As you may know I occasionally write posts that touch on web design/development. Even more infrequently I sometimes write posts that touch on autism _and_ web design/dev issues. This will be one.
One of the core skills any halfway decent web designer/developer should have is that of making a site accessible. A lot of sites are not accessible. What ‘accessible’ means is ways a designer can code a solution to ensuring that their end product (usually a web page) can be read by as wide a range of visitors as possible, regardless of disability.
A small easy to understand example: blind users may use a device called a Screen reader which basically sits between the browser and the user and does exactly what it says – reads the screen. Most software of this type is far from perfect and much room could be given to making this type of software operate in a more standardised way.
However, as designers/developers we have a responsibility too. We need to use the appropriate markup and to not put extra barriers in place. A small example of a barrier: many of my autism blogger colleagues use Blogspot.com to host their blogs. Its easy to use and free. Good deal. However, they also use comment authorisation routines that include those little graphics of random letters and numbers that a commenter must fill in (official name CAPTCHA). These tests are totally inaccessible.
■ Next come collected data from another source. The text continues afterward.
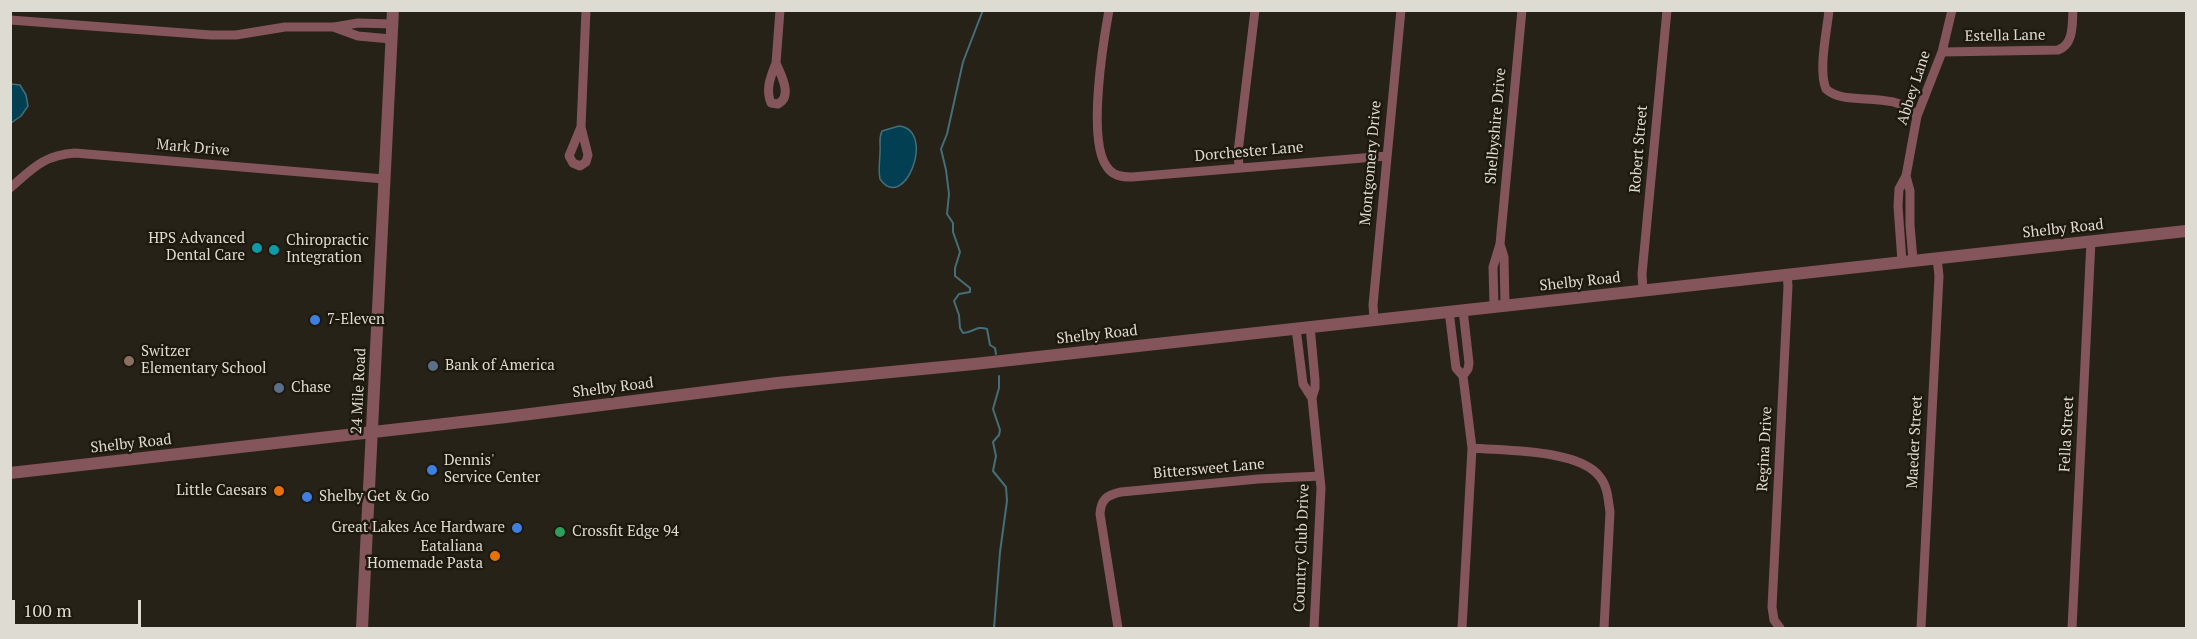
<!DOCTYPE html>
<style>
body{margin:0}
#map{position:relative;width:2197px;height:639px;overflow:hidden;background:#272217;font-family:"PT Serif",serif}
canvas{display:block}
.frame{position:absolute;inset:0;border:12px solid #dedbd3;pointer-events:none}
.scale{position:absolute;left:12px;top:600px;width:129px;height:27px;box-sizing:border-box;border:3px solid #dedbd3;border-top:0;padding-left:8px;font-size:18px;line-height:21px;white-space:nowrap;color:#dedbd3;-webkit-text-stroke:4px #1e190e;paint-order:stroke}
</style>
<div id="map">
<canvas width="2197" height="639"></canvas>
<div class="frame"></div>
<div class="scale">100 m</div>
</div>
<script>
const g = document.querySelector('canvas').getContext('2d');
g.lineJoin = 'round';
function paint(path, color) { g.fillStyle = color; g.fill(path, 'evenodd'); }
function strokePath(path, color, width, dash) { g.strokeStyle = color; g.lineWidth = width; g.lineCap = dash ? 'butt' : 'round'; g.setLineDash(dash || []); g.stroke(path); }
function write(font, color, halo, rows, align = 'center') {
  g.font = font + ' "PT Serif",serif'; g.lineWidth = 5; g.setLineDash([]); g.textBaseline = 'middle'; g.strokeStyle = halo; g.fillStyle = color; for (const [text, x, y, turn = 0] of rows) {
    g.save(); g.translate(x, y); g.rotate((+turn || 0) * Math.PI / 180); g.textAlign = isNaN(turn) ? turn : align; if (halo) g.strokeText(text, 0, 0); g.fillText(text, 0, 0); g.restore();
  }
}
const water = new Path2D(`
 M11 84 20 85 26 95 28 106 21 116 11 123Z
 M899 126C937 130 904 214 880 179 878 169 880 161 880 152 881 143 878 140 882 131Z`);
paint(water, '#023f52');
strokePath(water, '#446e79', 1.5);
strokePath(new Path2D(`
 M983 10 963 62 947 134 941 149 946 170 949 194 947 214 953 223V232L960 252 955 268V276L970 288V292L959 294 954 301 959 315 960 328 963 333C973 333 976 325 987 329L990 345 995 348 996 354
 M994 628 1000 552 1007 501 1006 487 993 471 996 456 993 442 999 435 1000 430 993 409 999 388V376`), '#446e79', 2);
strokePath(new Path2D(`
 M1109 10C1103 43 1087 141 1107 167 1113 176 1122 177 1132 177L1387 156
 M1829 10C1827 31 1818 70 1826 89 1846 108 1893 88 1917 116
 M10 20 211 35H236L285 27H334L358 23 392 24
 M336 28 358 36 391 39
 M1942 52 2058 50C2074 44 2072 25 2073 10
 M776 63C781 75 793 96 778 104L771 103C765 89 771 76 776 63Z
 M776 63 780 10
 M581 127 588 155 586 162 580 166 573 163 569 156 581 127 586 10
 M1239 167 1238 152 1255 10
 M1906 176 1917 116 1942 52 1952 10
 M10 188C33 168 44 155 75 153L384 179
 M1500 244 1504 257 1505 305
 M1902 262 1898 206 1899 189 1906 176 1910 191V225L1913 260
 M1643 291 1642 274 1667 10
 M1494 306 1493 267 1500 244 1522 10
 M1449 311 1456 368 1463 376
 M1374 319 1373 305 1401 10
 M1296 328 1303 384 1312 398 1315 388V380L1310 326
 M1312 398 1321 488 1314 628
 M1472 448C1505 451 1579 449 1600 477 1608 487 1608 500 1610 512L1604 628
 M1118 628 1100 514C1101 499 1107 495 1121 492L1258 479 1320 476
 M1462 628 1472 448 1463 376 1468 369 1469 363 1463 310
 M1780 628 1774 620 1772 607 1788 286 1787 274
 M1921 628 1939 276 1937 258
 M2072 628 2091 241`), '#84555a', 9);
strokePath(new Path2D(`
 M10 473 506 417 777 383 974 364 2186 231
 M362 628 393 10`), '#84555a', 12);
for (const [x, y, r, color] of [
 [257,248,6,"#0f9aa8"],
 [274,250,6,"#0f9aa8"],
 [315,320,6,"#3f7fe0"],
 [129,361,6,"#8d6e63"],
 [433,366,6,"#5c6f8a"],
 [279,388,6,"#5c6f8a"],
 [432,470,6,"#3f7fe0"],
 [279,491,6,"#e8710a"],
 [307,497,6,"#3f7fe0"],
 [517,528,6,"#3f7fe0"],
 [560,532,6,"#2e9e5b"],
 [495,556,6,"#e8710a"]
]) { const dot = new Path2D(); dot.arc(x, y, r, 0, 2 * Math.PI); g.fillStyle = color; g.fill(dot); strokePath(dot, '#1e190e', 2); }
write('15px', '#dedbd3', '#1e190e', [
 ["Estella Lane",2005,36,-1],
 ["Abbey Lane",1914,88,-72],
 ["Shelbyshire Drive",1496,126,-85],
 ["Mark Drive",193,148,5],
 ["Robert Street",1639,149,-85],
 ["Dorchester Lane",1249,152,-5],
 ["Montgomery Drive",1371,163,-85],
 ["Shelby Road",2063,229,-6],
 ["Shelby Road",1580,282,-6],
 ["Shelby Road",1097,335,-6],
 ["Shelby Road",613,388,-7],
 ["24 Mile Road",359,391,-87],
 ["Fella Street",2067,434,-87],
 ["Maeder Street",1915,442,-87],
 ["Shelby Road",131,444,-6],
 ["Regina Drive",1765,449,-87],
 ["Bittersweet Lane",1209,469,-5],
 ["Country Club Drive",1302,548,-88]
]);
write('15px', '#dedbd3', '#1e190e', [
 ["HPS Advanced",245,239,"right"],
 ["Dental Care",245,256,"right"],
 ["Chiropractic",286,241],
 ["Integration",286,258],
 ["7-Eleven",327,320],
 ["Switzer",141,352],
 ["Elementary School",141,369],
 ["Bank of America",445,366],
 ["Chase",291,388],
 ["Dennis'",444,461],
 ["Service Center",444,478],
 ["Little Caesars",267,491,"right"],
 ["Shelby Get & Go",319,497],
 ["Great Lakes Ace Hardware",505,528,"right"],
 ["Crossfit Edge 94",572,532],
 ["Eataliana",483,547,"right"],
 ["Homemade Pasta",483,564,"right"]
], 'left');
</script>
As they are randomly generated and rendered as images, screen readers cannot read the text embedded in the image and thus anyone who utilises a screen reader cannot post on a blog that has a CAPTCHA solution implemented. Google (who own Blogspot.com) are experimenting with audio based CAPTCHA’s to get around this issue.
There are hardware and code-able solutions for users with a variety of physical and cognitive disabilities but its strikes me that autism is…_other_…its not defaultly a cognitive disability and its not defaultly a sensory disability. In fact, its not truly a disability in the strictest sense of the word at all. However, it further strikes me that there are almost certainly a whole host of design/interface issues that face a person who is autistic when they try to use websites. I cannot guess what those may be although I would tentatively surmise that maybe the branding aspects of a design do not have the same level of emotional impact that they would on a non-autistic person.
So what I want to do is throw open the comments to as many autistic people as possible so I can get a sense of what issues (if any) you may face when browsing a website, what works for you, what doesn’t work for you. What are examples of good sites and bad sites. Do you like short pages, long pages, don’t care? What colours are good, or bad? Are icons more intuitive or plain text links? Lots of imagery a good thing or a bad thing? Do websites ever get so ‘busy’ that they lead to a point of overload? If so, why? What _design_ aspects may lead you to purchase via a website – or put you off purchasing via a website?
Let me have it :o) Feel free to crit this site if you feel moved to. Feel free to comment anonymously if you’d rather.